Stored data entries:
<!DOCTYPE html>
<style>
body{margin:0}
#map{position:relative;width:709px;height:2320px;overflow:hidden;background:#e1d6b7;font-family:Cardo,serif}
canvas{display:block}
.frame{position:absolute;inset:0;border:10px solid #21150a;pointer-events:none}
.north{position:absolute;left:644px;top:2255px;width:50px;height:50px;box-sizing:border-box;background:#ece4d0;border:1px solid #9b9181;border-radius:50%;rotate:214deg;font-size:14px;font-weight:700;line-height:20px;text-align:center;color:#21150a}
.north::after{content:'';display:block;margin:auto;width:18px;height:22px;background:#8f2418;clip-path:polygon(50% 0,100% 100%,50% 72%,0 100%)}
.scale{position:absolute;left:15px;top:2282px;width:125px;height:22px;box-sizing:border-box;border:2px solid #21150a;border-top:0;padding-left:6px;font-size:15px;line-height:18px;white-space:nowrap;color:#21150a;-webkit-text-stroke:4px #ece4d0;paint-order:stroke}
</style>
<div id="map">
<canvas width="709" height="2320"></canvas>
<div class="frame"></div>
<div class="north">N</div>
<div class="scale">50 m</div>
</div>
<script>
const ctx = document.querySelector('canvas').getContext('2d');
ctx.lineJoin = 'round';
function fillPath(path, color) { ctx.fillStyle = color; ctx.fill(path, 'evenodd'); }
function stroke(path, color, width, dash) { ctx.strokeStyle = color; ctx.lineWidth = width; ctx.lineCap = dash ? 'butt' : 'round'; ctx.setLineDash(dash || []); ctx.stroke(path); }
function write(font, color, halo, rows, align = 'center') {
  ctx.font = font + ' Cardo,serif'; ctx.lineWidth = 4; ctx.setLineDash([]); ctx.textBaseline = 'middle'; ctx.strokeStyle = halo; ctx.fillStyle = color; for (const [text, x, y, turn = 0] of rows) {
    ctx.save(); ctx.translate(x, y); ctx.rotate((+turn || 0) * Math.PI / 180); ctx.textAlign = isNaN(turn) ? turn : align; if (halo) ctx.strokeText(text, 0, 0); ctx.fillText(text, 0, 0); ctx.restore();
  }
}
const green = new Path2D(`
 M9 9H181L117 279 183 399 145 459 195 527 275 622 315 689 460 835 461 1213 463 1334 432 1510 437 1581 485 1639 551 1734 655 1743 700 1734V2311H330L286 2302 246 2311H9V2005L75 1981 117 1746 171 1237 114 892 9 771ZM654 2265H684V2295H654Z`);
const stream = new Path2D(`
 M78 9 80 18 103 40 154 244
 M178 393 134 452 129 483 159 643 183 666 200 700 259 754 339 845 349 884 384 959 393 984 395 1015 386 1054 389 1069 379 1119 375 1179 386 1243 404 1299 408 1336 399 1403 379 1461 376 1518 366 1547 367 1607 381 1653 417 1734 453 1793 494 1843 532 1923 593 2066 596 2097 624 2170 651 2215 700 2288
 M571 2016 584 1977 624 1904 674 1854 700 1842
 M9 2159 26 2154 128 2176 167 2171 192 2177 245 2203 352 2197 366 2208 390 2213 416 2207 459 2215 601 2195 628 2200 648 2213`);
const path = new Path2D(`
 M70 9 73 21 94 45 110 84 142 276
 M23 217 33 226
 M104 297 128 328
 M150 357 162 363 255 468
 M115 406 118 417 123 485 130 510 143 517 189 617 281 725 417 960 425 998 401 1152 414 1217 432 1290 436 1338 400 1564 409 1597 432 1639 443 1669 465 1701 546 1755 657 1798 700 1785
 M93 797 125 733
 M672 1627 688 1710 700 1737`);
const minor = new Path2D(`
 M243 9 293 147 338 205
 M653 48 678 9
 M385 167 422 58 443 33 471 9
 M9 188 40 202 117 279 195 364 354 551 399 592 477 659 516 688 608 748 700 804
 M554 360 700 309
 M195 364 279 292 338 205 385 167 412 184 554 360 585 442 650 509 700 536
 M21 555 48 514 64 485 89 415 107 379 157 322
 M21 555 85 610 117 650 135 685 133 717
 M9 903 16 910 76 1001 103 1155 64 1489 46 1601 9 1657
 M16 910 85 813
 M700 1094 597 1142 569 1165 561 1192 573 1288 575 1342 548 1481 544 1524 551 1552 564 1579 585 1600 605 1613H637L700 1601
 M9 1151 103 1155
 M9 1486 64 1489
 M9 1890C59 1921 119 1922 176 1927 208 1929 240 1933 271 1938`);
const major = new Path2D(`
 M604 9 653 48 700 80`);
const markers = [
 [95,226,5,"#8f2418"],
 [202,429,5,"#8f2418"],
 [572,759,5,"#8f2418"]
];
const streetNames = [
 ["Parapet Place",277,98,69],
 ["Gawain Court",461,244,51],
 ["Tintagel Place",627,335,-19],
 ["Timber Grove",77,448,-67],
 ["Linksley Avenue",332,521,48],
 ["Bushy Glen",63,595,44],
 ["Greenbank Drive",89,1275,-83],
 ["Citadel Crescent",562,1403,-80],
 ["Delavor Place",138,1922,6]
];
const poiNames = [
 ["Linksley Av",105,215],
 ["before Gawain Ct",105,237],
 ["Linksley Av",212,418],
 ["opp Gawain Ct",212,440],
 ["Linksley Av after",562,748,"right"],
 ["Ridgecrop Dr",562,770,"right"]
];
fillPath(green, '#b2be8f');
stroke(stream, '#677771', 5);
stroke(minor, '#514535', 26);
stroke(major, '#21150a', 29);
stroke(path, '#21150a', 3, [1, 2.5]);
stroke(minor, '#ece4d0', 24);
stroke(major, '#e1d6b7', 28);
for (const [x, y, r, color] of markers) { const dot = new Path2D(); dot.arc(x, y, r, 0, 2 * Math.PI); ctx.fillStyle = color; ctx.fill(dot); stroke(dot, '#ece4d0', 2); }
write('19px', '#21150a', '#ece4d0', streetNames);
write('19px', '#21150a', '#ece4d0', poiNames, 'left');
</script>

Task description :: Across the data, count every line where the string "strokeStyle" turns up, then write only that count.

Solution to this problem :: 2